Prompt: Every record must be given again word for word; no picture belongs in the copy.

──────── Material supplied ────────

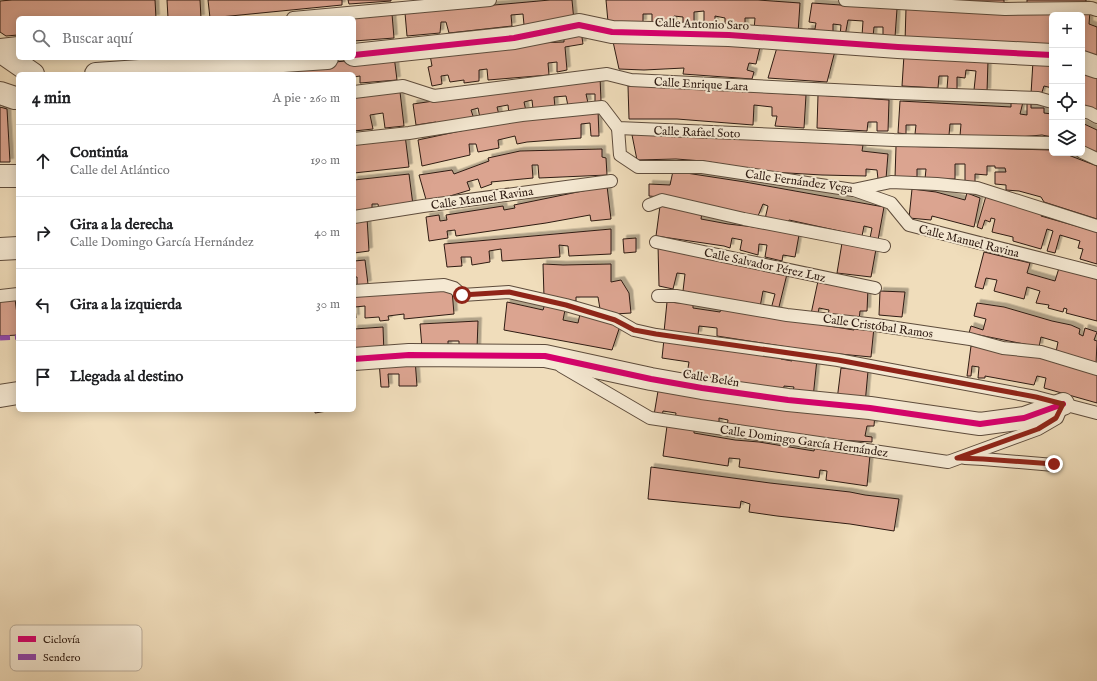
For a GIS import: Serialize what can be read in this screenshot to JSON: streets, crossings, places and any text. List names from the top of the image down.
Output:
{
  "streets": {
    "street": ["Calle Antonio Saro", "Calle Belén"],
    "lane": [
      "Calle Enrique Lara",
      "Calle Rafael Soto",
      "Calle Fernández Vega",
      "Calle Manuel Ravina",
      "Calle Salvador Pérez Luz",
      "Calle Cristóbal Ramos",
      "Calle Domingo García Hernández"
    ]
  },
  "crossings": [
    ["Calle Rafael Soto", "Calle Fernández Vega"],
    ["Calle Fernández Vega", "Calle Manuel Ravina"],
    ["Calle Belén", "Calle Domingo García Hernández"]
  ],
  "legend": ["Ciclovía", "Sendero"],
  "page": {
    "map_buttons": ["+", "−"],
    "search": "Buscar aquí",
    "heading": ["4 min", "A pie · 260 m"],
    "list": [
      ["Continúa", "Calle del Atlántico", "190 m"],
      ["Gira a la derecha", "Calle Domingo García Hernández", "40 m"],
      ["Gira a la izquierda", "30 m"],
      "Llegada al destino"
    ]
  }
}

────────

Reply to the task:
For a GIS import: Serialize what can be read in this screenshot to JSON: streets, crossings, places and any text. List names from the top of the image down.
Output:
{
  "streets": {
    "street": ["Calle Antonio Saro", "Calle Belén"],
    "lane": [
      "Calle Enrique Lara",
      "Calle Rafael Soto",
      "Calle Fernández Vega",
      "Calle Manuel Ravina",
      "Calle Salvador Pérez Luz",
      "Calle Cristóbal Ramos",
      "Calle Domingo García Hernández"
    ]
  },
  "crossings": [
    ["Calle Rafael Soto", "Calle Fernández Vega"],
    ["Calle Fernández Vega", "Calle Manuel Ravina"],
    ["Calle Belén", "Calle Domingo García Hernández"]
  ],
  "legend": ["Ciclovía", "Sendero"],
  "page": {
    "map_buttons": ["+", "−"],
    "search": "Buscar aquí",
    "heading": ["4 min", "A pie · 260 m"],
    "list": [
      ["Continúa", "Calle del Atlántico", "190 m"],
      ["Gira a la derecha", "Calle Domingo García Hernández", "40 m"],
      ["Gira a la izquierda", "30 m"],
      "Llegada al destino"
    ]
  }
}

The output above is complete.